Can you check my implementation of ParameterServerStrategy

I have this implementation of parameterServerStrategy, and I need some explination about the strategy, because the implementation works sometimes, and sometimes it gives errors.

import tensorflow as tf
import multiprocessing
import os
import portpicker

def create_in_process_cluster(num_workers, num_ps):
    """Creates and starts local servers and returns the cluster_resolver."""
    worker_ports = [portpicker.pick_unused_port() for _ in range(num_workers)]
    ps_ports = [portpicker.pick_unused_port() for _ in range(num_ps)]

    cluster_dict = {
        "worker": ["localhost:%s" % port for port in worker_ports],
        "ps": ["localhost:%s" % port for port in ps_ports]
    }

    cluster_spec = tf.train.ClusterSpec(cluster_dict)

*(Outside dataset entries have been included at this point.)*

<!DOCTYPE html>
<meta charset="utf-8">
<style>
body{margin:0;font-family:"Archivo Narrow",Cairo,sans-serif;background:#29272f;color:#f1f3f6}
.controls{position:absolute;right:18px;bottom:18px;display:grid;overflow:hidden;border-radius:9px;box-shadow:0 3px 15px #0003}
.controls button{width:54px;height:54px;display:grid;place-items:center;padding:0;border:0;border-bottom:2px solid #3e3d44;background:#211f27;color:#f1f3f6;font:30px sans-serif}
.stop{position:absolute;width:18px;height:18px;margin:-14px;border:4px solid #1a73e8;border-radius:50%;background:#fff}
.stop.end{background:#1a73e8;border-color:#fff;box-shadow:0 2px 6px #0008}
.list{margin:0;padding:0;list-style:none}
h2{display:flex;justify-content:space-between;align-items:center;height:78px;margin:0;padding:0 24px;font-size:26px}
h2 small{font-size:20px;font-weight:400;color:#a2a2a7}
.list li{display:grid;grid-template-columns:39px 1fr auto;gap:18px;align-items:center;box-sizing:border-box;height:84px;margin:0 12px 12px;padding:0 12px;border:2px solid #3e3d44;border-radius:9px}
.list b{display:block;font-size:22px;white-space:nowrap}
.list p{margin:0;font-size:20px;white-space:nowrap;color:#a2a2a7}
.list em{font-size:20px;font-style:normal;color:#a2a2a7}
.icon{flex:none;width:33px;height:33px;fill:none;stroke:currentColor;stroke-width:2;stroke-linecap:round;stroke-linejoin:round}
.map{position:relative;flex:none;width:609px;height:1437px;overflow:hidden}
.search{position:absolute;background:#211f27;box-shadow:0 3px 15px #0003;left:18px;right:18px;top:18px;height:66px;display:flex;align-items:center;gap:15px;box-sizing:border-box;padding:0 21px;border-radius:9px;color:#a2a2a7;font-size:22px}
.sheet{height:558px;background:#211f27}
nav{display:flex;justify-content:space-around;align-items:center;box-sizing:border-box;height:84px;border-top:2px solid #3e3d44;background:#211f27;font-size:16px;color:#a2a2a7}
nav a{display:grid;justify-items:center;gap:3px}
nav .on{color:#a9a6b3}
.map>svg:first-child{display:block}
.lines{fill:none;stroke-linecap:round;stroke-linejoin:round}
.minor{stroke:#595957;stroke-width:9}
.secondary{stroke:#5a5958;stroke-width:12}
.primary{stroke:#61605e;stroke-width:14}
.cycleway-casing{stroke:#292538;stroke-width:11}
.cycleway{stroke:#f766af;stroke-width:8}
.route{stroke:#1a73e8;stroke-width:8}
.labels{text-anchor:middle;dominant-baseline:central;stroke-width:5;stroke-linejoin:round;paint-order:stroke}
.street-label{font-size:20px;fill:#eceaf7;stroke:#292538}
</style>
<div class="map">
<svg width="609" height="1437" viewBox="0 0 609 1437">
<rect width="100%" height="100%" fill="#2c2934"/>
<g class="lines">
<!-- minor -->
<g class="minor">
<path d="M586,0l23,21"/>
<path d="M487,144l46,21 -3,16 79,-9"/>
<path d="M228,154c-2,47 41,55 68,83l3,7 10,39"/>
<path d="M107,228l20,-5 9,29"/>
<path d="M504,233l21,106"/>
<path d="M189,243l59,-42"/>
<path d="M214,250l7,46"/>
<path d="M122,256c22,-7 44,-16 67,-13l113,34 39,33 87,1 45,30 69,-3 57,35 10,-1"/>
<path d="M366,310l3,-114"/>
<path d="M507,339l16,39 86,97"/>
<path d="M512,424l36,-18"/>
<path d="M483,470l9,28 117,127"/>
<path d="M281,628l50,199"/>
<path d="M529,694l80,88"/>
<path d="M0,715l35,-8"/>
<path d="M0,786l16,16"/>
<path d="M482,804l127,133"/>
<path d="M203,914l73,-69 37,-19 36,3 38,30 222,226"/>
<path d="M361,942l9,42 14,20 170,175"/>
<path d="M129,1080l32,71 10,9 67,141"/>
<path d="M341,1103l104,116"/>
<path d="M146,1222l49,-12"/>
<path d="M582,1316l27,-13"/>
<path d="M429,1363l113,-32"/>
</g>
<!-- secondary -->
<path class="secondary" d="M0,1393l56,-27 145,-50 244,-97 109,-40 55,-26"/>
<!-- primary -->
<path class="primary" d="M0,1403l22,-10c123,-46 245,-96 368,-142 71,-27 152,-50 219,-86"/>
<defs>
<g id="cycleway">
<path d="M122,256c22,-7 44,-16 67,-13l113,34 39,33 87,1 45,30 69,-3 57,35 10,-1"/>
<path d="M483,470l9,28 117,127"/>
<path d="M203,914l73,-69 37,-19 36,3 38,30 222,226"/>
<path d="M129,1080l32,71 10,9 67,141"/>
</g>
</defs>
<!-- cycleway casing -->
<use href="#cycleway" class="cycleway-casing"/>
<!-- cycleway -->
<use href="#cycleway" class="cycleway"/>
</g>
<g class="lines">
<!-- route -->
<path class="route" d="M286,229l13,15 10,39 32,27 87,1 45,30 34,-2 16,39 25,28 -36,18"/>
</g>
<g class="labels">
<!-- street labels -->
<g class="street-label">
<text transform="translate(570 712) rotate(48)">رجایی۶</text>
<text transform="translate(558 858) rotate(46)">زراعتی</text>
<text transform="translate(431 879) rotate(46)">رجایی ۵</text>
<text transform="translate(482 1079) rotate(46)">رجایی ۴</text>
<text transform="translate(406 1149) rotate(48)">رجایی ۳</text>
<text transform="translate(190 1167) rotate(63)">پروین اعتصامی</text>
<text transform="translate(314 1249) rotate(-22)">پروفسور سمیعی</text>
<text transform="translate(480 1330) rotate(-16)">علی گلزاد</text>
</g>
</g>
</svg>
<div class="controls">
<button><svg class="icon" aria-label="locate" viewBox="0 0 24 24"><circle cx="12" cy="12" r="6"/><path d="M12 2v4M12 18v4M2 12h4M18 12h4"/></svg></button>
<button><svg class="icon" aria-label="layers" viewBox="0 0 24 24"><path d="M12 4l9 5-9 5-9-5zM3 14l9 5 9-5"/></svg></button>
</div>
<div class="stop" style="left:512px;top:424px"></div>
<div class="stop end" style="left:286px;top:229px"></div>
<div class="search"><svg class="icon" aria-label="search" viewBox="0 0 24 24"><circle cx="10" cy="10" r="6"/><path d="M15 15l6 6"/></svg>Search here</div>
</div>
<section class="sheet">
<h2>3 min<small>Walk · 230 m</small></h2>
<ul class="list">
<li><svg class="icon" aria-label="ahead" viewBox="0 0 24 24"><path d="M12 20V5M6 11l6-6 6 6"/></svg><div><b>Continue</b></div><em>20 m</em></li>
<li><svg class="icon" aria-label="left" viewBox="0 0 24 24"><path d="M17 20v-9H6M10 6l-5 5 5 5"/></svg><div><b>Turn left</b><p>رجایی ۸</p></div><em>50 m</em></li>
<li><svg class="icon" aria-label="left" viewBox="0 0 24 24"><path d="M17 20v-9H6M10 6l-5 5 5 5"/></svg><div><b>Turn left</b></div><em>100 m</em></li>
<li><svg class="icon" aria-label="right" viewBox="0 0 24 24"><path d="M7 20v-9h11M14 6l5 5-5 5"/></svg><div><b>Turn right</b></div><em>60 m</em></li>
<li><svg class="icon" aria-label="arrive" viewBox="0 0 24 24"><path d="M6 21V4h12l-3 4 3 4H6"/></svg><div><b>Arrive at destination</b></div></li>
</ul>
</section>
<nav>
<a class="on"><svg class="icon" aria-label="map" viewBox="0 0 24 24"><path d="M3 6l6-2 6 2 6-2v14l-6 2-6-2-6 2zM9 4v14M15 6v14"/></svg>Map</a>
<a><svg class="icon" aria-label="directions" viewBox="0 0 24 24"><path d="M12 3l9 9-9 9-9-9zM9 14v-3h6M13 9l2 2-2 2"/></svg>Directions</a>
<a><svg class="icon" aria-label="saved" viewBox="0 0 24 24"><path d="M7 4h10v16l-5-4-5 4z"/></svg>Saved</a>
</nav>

    # Workers need inter_op threads to work properly.
    worker_config = tf.compat.v1.ConfigProto()
    if multiprocessing.cpu_count() < num_workers + 1:
        worker_config.inter_op_parallelism_threads = num_workers + 1

    # Launch Worker and Parameter Server processes
    for i in range(num_workers):
        tf.distribute.Server(
            cluster_spec,
            job_name="worker",
            task_index=i,
            config=worker_config,
            protocol="grpc"
        )

    for i in range(num_ps):
        tf.distribute.Server(
            cluster_spec,
            job_name="ps",
            task_index=i,
            protocol="grpc"
        )

    return tf.distribute.cluster_resolver.SimpleClusterResolver(
        cluster_spec, rpc_layer="grpc"
    )

NUM_WORKERS = 3
NUM_PS = 1
cluster_resolver = create_in_process_cluster(NUM_WORKERS, NUM_PS)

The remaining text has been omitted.